* _WHAT IS EXPECTED_: Look through the data below for the line with "For a GIS import: Convert", and transcribe it exactly together with each line after it up to and including the line with "Input: one rendered map. Give". Give nothing else.
-------
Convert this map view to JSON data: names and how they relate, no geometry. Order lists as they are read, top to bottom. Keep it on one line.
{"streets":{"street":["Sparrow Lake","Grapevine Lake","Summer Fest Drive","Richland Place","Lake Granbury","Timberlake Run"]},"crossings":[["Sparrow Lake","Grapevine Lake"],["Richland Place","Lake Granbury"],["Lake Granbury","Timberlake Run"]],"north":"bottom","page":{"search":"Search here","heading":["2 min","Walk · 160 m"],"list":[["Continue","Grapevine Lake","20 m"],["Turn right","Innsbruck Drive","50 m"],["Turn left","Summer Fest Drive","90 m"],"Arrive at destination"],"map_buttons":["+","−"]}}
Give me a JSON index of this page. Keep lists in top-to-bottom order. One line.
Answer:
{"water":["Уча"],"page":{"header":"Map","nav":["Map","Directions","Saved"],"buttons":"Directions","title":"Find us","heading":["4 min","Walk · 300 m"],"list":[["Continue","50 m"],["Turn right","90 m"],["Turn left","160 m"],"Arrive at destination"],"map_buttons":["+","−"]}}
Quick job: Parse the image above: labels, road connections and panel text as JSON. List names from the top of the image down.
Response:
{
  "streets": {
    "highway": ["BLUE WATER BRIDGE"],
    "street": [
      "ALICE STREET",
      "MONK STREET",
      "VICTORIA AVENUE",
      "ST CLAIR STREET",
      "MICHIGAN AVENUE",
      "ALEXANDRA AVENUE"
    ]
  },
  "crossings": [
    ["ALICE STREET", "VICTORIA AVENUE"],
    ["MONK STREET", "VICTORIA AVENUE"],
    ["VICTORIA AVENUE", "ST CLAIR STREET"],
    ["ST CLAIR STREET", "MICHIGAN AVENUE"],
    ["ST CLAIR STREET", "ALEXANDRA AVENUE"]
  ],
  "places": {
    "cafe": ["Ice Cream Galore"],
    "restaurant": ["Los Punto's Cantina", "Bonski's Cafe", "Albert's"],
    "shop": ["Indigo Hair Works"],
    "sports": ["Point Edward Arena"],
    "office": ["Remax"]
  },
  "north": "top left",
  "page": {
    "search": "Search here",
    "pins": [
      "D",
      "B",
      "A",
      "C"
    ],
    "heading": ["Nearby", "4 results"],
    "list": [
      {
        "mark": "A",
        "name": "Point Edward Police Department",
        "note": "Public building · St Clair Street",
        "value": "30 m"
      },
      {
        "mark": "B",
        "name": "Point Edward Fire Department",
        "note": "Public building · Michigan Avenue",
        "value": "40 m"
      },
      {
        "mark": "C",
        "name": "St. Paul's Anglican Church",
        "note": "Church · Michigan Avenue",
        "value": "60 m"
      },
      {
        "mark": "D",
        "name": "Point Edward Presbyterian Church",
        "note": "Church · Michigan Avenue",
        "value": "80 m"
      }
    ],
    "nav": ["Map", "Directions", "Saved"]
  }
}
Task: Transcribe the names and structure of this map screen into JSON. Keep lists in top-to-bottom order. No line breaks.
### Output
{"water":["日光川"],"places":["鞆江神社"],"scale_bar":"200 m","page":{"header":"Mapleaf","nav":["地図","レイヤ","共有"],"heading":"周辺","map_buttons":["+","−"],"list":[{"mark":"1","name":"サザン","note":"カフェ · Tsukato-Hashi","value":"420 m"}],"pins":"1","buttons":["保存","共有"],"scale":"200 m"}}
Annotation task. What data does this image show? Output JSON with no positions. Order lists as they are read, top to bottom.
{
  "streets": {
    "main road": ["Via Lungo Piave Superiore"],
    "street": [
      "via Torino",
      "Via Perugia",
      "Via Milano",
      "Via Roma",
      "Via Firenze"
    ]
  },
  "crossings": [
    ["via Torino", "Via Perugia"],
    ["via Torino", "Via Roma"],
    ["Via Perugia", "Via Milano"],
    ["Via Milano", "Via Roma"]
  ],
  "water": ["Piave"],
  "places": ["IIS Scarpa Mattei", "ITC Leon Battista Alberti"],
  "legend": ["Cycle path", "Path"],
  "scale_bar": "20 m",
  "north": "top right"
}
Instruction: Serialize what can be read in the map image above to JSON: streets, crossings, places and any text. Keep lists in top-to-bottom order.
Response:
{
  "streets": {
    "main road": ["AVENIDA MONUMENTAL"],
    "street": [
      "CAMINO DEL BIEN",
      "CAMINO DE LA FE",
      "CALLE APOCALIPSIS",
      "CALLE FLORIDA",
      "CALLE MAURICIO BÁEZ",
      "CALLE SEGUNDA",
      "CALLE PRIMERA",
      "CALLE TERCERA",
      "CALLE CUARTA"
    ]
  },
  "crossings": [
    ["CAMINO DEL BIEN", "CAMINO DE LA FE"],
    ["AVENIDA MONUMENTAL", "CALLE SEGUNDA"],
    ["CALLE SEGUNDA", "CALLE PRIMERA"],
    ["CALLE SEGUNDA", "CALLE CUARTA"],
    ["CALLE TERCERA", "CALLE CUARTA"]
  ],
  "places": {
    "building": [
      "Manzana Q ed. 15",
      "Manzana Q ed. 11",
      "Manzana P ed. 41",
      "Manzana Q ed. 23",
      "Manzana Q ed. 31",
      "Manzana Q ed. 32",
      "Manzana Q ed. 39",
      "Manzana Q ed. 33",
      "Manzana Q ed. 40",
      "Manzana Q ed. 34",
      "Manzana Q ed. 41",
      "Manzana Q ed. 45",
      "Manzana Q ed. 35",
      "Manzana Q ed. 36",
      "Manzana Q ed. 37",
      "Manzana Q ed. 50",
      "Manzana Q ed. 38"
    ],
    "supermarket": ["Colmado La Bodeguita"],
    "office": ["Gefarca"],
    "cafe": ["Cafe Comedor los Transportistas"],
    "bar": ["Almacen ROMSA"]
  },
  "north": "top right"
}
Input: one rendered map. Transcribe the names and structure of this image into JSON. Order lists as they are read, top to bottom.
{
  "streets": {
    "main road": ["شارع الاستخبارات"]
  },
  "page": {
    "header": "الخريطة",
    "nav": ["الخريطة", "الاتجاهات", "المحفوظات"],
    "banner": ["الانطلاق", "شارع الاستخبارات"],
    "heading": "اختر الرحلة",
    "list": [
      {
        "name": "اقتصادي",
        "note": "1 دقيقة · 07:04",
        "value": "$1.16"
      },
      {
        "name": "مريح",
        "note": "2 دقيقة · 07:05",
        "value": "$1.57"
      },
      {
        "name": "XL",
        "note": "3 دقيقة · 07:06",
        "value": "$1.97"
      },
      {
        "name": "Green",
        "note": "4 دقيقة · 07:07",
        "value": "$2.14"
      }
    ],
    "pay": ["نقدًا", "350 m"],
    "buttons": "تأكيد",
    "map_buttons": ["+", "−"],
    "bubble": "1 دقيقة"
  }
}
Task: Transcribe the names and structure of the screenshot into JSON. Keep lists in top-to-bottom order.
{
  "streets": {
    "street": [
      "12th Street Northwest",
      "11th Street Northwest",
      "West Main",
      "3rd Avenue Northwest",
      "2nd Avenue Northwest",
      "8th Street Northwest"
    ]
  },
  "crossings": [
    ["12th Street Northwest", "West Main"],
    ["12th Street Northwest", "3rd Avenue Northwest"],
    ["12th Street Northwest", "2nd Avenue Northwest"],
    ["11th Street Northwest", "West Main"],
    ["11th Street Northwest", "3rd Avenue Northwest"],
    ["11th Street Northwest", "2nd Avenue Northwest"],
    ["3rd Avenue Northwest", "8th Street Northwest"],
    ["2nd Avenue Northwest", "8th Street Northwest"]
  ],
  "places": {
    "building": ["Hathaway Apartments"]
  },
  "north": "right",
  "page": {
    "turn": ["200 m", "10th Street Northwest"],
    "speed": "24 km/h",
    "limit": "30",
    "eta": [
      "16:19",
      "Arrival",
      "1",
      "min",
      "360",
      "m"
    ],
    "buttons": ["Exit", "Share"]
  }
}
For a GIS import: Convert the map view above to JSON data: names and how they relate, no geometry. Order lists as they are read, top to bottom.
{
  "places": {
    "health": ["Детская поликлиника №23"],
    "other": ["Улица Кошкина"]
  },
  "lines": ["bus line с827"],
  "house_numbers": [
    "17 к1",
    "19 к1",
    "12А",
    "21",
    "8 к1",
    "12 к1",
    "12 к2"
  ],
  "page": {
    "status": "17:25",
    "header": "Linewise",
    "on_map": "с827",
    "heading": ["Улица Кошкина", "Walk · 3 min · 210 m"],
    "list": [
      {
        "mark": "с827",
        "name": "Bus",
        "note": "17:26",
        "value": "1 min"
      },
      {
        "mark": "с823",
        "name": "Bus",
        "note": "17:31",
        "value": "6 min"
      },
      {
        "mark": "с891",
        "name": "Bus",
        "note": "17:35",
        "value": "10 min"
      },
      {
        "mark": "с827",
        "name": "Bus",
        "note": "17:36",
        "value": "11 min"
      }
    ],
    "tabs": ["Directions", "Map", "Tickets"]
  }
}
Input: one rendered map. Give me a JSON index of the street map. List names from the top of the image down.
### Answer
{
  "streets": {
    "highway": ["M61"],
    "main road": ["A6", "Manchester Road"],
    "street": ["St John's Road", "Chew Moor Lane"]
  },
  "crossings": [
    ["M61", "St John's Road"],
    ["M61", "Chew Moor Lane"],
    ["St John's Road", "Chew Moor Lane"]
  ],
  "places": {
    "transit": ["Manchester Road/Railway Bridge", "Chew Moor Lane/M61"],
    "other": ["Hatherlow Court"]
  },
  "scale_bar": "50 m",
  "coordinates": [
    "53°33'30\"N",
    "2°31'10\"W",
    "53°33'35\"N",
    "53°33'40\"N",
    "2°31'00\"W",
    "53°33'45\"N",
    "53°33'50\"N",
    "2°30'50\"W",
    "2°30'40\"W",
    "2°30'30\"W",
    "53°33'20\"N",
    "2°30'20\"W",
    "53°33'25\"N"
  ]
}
-------
* _FINISHED TASK_:
For a GIS import: Convert the map view above to JSON data: names and how they relate, no geometry. Order lists as they are read, top to bottom.
{
  "places": {
    "health": ["Детская поликлиника №23"],
    "other": ["Улица Кошкина"]
  },
  "lines": ["bus line с827"],
  "house_numbers": [
    "17 к1",
    "19 к1",
    "12А",
    "21",
    "8 к1",
    "12 к1",
    "12 к2"
  ],
  "page": {
    "status": "17:25",
    "header": "Linewise",
    "on_map": "с827",
    "heading": ["Улица Кошкина", "Walk · 3 min · 210 m"],
    "list": [
      {
        "mark": "с827",
        "name": "Bus",
        "note": "17:26",
        "value": "1 min"
      },
      {
        "mark": "с823",
        "name": "Bus",
        "note": "17:31",
        "value": "6 min"
      },
      {
        "mark": "с891",
        "name": "Bus",
        "note": "17:35",
        "value": "10 min"
      },
      {
        "mark": "с827",
        "name": "Bus",
        "note": "17:36",
        "value": "11 min"
      }
    ],
    "tabs": ["Directions", "Map", "Tickets"]
  }
}
Input: one rendered map. Give me a JSON index of the street map. List names from the top of the image down.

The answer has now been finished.